Türkiye'yi yasa boğan, binlerce insanın yaşamını yitirdiği 17 Ağustos 1999 Marmara Depremi'nde görevlerinin başında olan basın mensupları, aradan 23 yıl geçmesine rağmen objektiflerine yansıyan acıları unutamıyor.
Yalova'da o dönem yerel basın ve belediyenin basın birimi çalışanları, kendi acılarını unutup ailelerini güvenli bölgelere bıraktıktan sonra fotoğraf makinesi ve kameralarını alarak görevlerini yaptı.
Günlük yayımlanan yerel bir gazetenin muhabirliğinden emekli Bülent Güler, saat 03.02'de yaşanan deprem felaketinde bölgenin büyük acılar yaşadığını söyledi.
"Depremde sadece binaların sallandığını zannederdik ama bizler evlerimizde hopladık zıpladık, ters döndük. Sarsıntının bitimiyle ilk önce yakınlarımızdan haber almaya çalıştık" diyen Güler, gün aydınlandığında gazete binasına geldiklerini anlattı.
Mesai arkadaşlarıyla acılarını bir yana bırakıp görevlerini yapmaya çalıştıklarını belirten Güler, şöyle devam etti:
"Gazetemizin patronu rahmetli Hikmet Yurdagül bizi bir araya toplayarak 'Gazetecinin acılı günü olamaz, hepimiz görevimizi yapmaya devam edeceğiz' dedi. Bizler makinelerimizi aldık ve bilgi toplamak üzere şehri dolaşmaya başladık. Araç bulma şansımız yoktu. Ayrıca enkazdan dolayı yollar da kapalıydı. Elektrik yoktu. Filmli makinelerle çekim yapıyorduk. En çok yıkımın olduğu Hacımehmet Ovası ve Siteler mevkisine gittik. O yıkımları gördüğümüzde içimiz acıyarak işimizi yapıyorduk."
Güler, güvenlik nedeniyle binalara girişin yasak olduğu dönemde işlerini yapabilmeleri için Bursa'daki gazetelerden destek gördüklerini aktardı.
Ailelerini birer ikişer dakika gördükten sonra hep haber peşinde koştuklarını dile getiren Güler, "Zor ve meşakkatli günlerdi. Allah bir daha böyle bir acı yaşatmasın" ifadesini kullandı.
'Arkadaşlarımı gördüğümde işim daha da zorlaştı'
Yalova Belediyesinin basın biriminde kameramanlıktan emekli Metin Kar ise depreme evinde ailesiyle uyuduğu sırada yakalandığını anlattı.

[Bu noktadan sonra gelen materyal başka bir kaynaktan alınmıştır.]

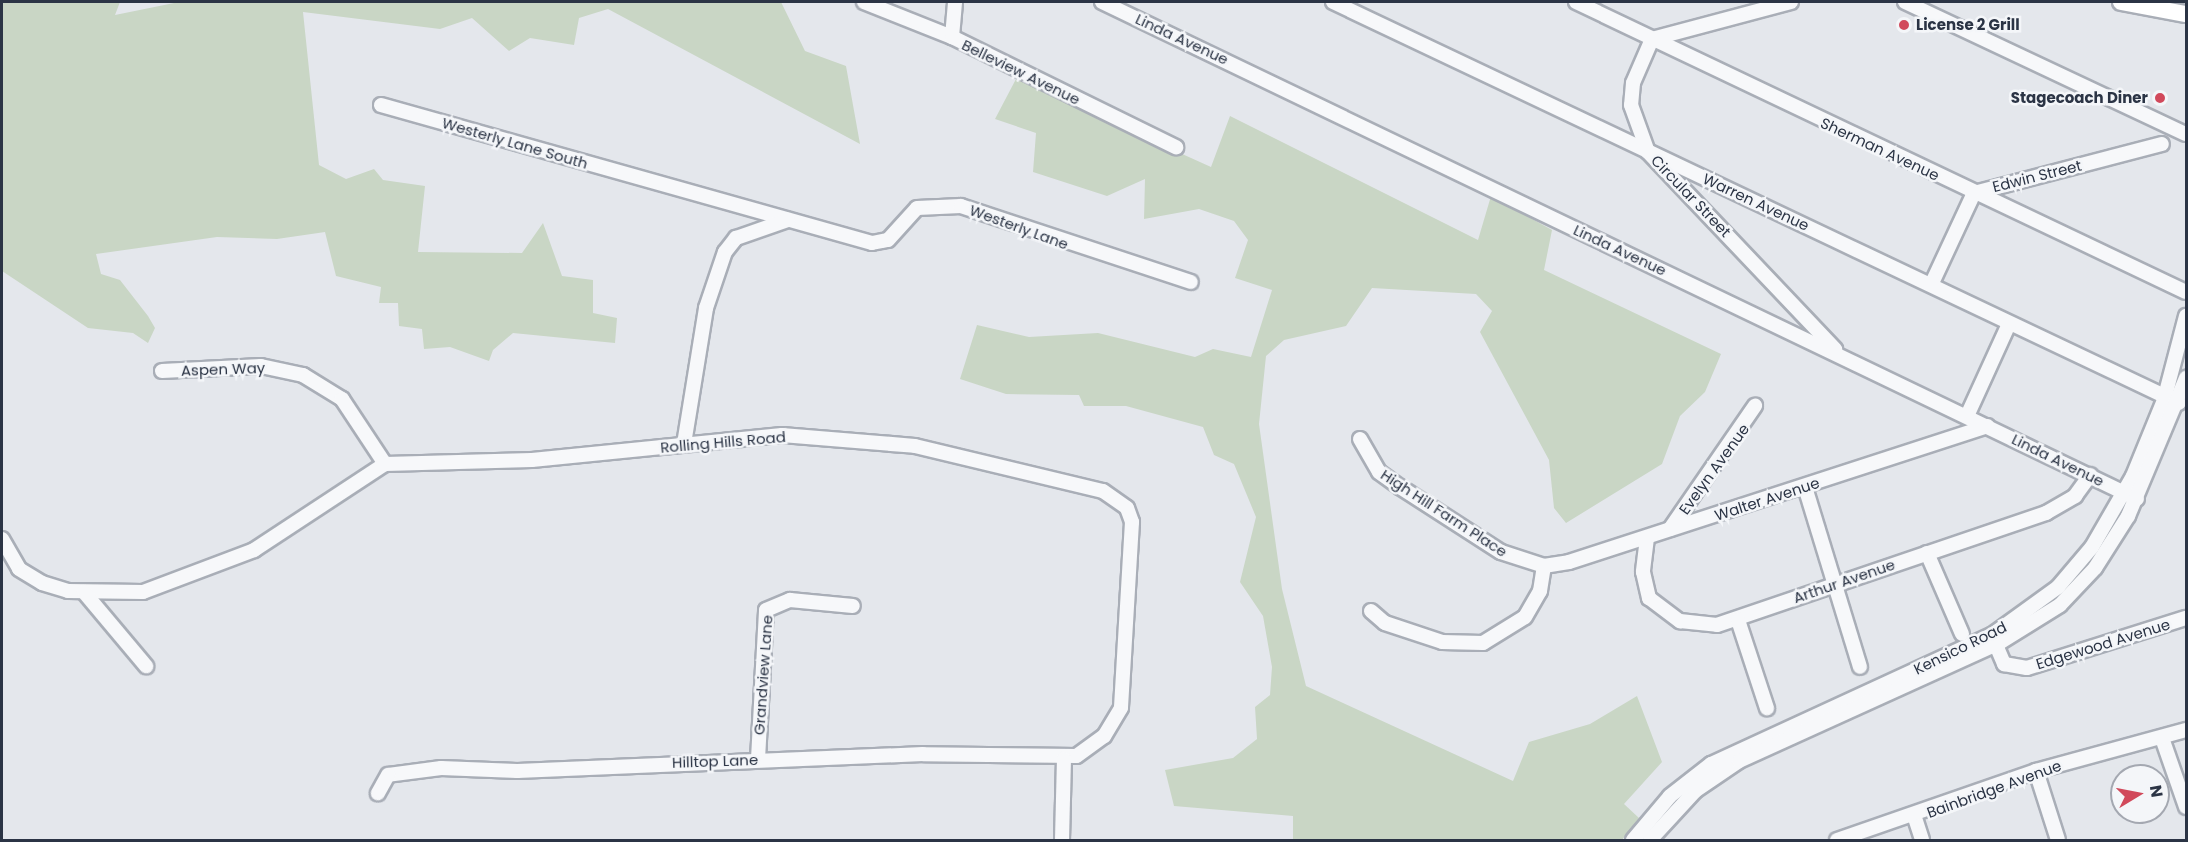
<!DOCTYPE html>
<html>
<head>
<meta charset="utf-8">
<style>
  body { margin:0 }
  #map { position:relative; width:2188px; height:842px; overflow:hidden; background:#e4e7ec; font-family:Poppins,sans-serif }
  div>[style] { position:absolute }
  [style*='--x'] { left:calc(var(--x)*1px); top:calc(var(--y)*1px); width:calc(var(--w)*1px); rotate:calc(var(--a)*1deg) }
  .green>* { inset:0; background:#c9d6c5 }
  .roads { filter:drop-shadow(2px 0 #a9aeb7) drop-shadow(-2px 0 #a9aeb7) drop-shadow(0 2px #a9aeb7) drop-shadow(0 -2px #a9aeb7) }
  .minor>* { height:14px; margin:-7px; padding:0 7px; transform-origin:7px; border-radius:7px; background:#f7f8fa }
  .major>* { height:16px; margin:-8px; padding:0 8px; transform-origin:8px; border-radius:8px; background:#fff }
  .dots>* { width:16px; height:16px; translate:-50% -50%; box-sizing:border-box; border:3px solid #f4f6f9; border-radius:50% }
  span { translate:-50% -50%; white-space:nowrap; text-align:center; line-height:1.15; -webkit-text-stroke:5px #f4f6f9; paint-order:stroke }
  .poi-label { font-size:15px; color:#2b3445; font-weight:700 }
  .left { translate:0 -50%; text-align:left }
  .right { translate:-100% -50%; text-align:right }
  .street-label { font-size:15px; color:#2b3445 }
  .frame { position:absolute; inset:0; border:3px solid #2b3445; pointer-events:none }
  .north { position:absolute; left:2110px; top:764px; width:60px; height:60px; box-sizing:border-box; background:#f4f6f9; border:2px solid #a4a8b1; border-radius:50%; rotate:80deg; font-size:16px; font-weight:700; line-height:24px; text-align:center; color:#2b3445 }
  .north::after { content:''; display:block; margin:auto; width:21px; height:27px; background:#d1495b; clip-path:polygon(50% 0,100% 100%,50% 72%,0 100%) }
</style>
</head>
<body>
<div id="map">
  <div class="green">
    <div style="clip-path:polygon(2px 2px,120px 2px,115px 15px,179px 2px,781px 2px,805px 51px,846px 66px,860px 144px,608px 9px,579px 18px,574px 45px,530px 38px,509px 51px,472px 18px,440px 29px,303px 12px,319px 165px,346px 179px,374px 169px,383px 180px,425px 186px,418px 252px,522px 253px,543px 223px,562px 276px,593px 280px,593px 313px,617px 318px,615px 343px,513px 333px,493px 350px,489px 361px,450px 347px,424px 349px,422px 329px,399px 326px,398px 303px,379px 303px,381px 287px,336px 276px,325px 232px,277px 239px,217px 237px,96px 254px,101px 274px,120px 280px,148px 316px,155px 328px,148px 343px,133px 333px,88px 328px,2px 271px)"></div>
    <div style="clip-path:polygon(1016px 79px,1211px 167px,1230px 116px,1478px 240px,1491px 196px,1552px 230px,1544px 270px,1721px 354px,1705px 392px,1680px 416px,1662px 464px,1566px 523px,1554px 508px,1549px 460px,1480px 332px,1492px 311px,1476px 294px,1372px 288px,1346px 326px,1284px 340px,1266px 356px,1259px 424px,1282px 589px,1306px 686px,1513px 781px,1529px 742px,1590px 724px,1637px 696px,1662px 762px,1624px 804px,1639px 818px,1622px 840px,1293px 840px,1293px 816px,1174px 806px,1165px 770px,1233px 758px,1257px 739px,1255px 707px,1270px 695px,1272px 667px,1263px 616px,1240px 582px,1256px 517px,1234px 464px,1214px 455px,1203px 427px,1126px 406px,1084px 406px,1079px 395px,1006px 394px,960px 379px,977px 325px,1029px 337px,1098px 333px,1195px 357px,1213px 349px,1251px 357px,1272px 290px,1235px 278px,1248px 240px,1234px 221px,1199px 209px,1144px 219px,1145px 179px,1107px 196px,1033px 172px,1036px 133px,995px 119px)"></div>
  </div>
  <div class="roads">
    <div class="minor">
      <div style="--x:864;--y:2;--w:95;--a:21.7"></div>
      <div style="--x:952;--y:37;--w:250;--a:26.2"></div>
      <div style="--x:1102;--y:2;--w:1148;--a:25.65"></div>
      <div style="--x:1333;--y:2;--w:936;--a:25.36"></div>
      <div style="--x:1576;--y:2;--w:675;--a:25.43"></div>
      <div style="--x:1791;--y:2;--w:144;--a:165.1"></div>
      <div style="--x:1652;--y:39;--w:48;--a:113.4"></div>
      <div style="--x:1633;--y:83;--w:22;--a:95"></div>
      <div style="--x:1631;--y:105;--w:50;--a:70.1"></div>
      <div style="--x:1648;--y:152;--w:272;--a:46.5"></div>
      <div style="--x:1905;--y:2;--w:310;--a:25.2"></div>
      <div style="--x:952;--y:37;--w:35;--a:-85"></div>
      <div style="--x:381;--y:105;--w:510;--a:15.7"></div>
      <div style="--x:872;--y:243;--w:16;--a:-11"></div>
      <div style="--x:888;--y:240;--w:43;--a:-47.8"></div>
      <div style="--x:917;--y:208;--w:44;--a:-2.6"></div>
      <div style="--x:961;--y:206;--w:242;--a:18.3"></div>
      <div style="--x:1932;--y:283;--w:99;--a:-65"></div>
      <div style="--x:1974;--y:193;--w:194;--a:-14.6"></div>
      <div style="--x:162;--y:371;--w:99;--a:-2.9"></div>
      <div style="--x:261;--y:366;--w:43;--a:12.1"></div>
      <div style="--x:303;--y:375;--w:46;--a:31.6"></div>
      <div style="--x:342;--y:399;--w:78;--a:56.5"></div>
      <div style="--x:1967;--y:416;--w:101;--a:-65.5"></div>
      <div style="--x:1360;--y:439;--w:38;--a:60"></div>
      <div style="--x:1379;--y:472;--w:26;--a:36"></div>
      <div style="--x:1400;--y:487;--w:120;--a:32.8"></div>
      <div style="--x:1501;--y:552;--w:45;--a:18"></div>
      <div style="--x:1544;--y:566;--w:25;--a:-9"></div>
      <div style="--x:1569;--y:562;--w:440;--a:-18"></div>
      <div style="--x:684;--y:444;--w:138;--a:-80.8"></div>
      <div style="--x:706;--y:308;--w:59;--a:-71.3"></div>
      <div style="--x:725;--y:252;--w:18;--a:-52"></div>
      <div style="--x:736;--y:238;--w:55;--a:-19.1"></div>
      <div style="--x:1805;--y:487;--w:188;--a:73"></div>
      <div style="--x:1670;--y:529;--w:150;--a:-55.4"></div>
      <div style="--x:1647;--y:538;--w:34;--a:97"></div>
      <div style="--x:1643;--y:572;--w:27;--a:77"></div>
      <div style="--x:1649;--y:598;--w:39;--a:37"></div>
      <div style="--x:1680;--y:621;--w:37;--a:6"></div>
      <div style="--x:1717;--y:625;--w:348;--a:-18.8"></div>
      <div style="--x:2046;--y:513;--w:34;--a:-30"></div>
      <div style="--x:2075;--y:496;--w:26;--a:-54"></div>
      <div style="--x:2;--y:539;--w:34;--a:60"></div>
      <div style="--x:19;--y:569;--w:27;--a:31"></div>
      <div style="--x:42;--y:583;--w:27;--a:17"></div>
      <div style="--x:68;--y:591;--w:75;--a:0.8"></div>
      <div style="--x:143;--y:592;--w:119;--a:-20.7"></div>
      <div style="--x:254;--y:550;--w:157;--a:-33.3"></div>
      <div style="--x:385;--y:464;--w:147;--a:-1.6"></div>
      <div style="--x:532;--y:460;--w:251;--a:-5.7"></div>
      <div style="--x:782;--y:435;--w:133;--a:4.7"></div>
      <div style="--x:915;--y:446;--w:193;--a:13.5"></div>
      <div style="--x:1103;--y:491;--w:29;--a:35"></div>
      <div style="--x:1127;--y:508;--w:15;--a:70"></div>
      <div style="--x:1132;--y:522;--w:186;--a:93.4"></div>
      <div style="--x:1121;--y:708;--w:33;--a:121"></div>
      <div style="--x:1104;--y:736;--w:34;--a:144"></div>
      <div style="--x:1076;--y:756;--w:153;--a:-179.3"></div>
      <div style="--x:923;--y:754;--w:406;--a:177.6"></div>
      <div style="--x:517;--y:771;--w:76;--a:-177.7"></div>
      <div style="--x:441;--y:768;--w:53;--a:172.5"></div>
      <div style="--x:388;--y:775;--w:21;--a:119"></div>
      <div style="--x:1927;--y:553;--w:88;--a:66.6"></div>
      <div style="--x:84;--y:592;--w:97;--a:50"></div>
      <div style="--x:1371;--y:611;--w:18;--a:41"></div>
      <div style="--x:1385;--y:623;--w:60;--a:18.4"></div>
      <div style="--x:1442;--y:642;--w:41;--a:1.4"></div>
      <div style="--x:1483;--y:643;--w:49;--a:-31.8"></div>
      <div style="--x:1525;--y:617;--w:30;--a:-60"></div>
      <div style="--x:1540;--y:591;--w:25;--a:-81"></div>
      <div style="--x:1738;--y:620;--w:93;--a:71.8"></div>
      <div style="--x:1996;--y:645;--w:21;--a:67"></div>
      <div style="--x:2004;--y:664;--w:23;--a:10"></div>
      <div style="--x:2027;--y:668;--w:167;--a:-17.5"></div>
      <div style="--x:2162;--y:738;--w:73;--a:70.8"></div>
      <div style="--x:758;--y:759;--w:149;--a:-86.9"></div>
      <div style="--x:766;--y:610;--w:26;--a:-23"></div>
      <div style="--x:790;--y:600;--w:63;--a:5.4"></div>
      <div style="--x:2036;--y:771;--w:72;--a:72.3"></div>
      <div style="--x:1915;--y:818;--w:23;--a:72"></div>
      <div style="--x:1062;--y:840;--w:81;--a:-88.6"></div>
      <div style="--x:1633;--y:840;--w:57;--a:-49.9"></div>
      <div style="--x:1670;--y:796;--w:52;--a:-38"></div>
      <div style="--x:1711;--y:764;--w:309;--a:-24.7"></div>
      <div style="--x:1992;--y:635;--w:82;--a:-36"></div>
      <div style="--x:2058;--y:587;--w:52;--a:-49.6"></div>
      <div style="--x:2092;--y:547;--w:82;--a:-60"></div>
      <div style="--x:2133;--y:476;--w:82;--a:-67.8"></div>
      <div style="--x:2164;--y:400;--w:87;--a:-75.3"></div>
      <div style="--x:1650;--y:840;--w:67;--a:-47.4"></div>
      <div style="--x:1695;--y:791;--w:53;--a:-34.3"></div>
      <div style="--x:1739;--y:761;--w:286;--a:-24.4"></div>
      <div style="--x:1999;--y:643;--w:72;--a:-31.9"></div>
      <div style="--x:2060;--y:605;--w:51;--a:-46.6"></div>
      <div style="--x:2095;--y:568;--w:62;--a:-57.6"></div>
      <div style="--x:2128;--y:516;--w:150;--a:-67.2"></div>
      <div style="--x:1837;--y:840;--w:211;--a:-19.1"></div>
      <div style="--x:2036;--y:771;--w:156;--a:-15.3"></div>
    </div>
    <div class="major">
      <div style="--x:2121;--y:2;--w:66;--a:10.5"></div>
    </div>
  </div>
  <div class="dots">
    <div style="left:1904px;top:25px;background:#d1495b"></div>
    <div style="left:2160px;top:98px;background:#d1495b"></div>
  </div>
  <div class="poi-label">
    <span class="left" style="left:1916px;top:25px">License 2 Grill</span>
    <span class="right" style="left:2148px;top:98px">Stagecoach Diner</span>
  </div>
  <div class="street-label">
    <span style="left:1182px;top:39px;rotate:25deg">Linda Avenue</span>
    <span style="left:1021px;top:72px;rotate:26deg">Belleview Avenue</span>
    <span style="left:515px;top:143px;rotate:16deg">Westerly Lane South</span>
    <span style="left:1880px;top:149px;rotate:25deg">Sherman Avenue</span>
    <span style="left:2037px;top:176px;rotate:-14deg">Edwin Street</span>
    <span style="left:1691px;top:196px;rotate:46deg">Circular Street</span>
    <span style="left:1756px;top:202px;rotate:25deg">Warren Avenue</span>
    <span style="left:1019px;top:227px;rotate:20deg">Westerly Lane</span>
    <span style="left:1620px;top:250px;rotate:25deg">Linda Avenue</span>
    <span style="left:223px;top:369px;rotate:-2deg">Aspen Way</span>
    <span style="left:723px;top:442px;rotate:-5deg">Rolling Hills Road</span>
    <span style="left:2058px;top:460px;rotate:26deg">Linda Avenue</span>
    <span style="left:1714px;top:469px;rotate:-54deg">Evelyn Avenue</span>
    <span style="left:1767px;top:499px;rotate:-18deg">Walter Avenue</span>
    <span style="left:1444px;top:513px;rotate:33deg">High Hill Farm Place</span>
    <span style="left:1844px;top:581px;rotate:-19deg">Arthur Avenue</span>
    <span style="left:2103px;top:644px;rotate:-17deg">Edgewood Avenue</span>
    <span style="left:1960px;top:648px;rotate:-26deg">Kensico Road</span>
    <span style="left:763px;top:675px;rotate:-86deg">Grandview Lane</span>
    <span style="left:715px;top:761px;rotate:-2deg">Hilltop Lane</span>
    <span style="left:1994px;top:789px;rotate:-20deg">Bainbridge Avenue</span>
  </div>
  <div class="frame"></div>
  <div class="north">N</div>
</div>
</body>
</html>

İlk olarak ailesini güvenli bir yere yerleştirdikten sonra belediyeye gittiğini ancak binaya giremediklerini ifade eden Kar, şöyle konuştu:
"Gün aydınlandığında binaya girip hemen kamera ve fotoğraf makinemi alıp yıkımın yaşandığı bölgelere gittim. Herkesin acısını görürken biz de yaşadığımız şokla ne çekeceğimizi bilmiyorduk. Bir süre sonra görevim gereği gördüğüm enkazları fotoğraflamaya başladım. Bir süre çekim yapıp kriz merkezine geçtim. Kriz merkezinde yıkımın olduğu bölgeler ve durum hakkında bilgi edindikten sonra en çok yıkımın olduğu bölge olan Hacımehmet Ovası'na gittim.
Bölgeye ulaştığımda çok büyük bir yıkım gördüm. İnsanlar enkaz başında kurtarma çalışmaları yapıyordu. Arkadaşlarımı gördüğümde işim daha da zorlaştı. Bir yandan yaşadığımız acı vardı ama bir yandan da görevimizi yapmalıydık. O anki fotoğraflar inanın beni çok zorladı. Yalova'ya çevre illerden yardımlar ulaşmaya başladıkça kriz merkezinde koordineli bir şekilde yardımların dağıtımını görüntülemeye çalıştım. Çevre illerden yardımlar ve kurtarma ekipleri geldikçe çalışmalar hızlandı. Bir süre sonra acı bilanço daha çok ortaya çıkmış oldu. Yaşadığımız acı çok büyüktü. Hastanelerdeki yaralıların durumları ve gördüğümüz yıkım kelimelerle anlatılamayacak kadar zordu. Allah tekrar yaşatmasın."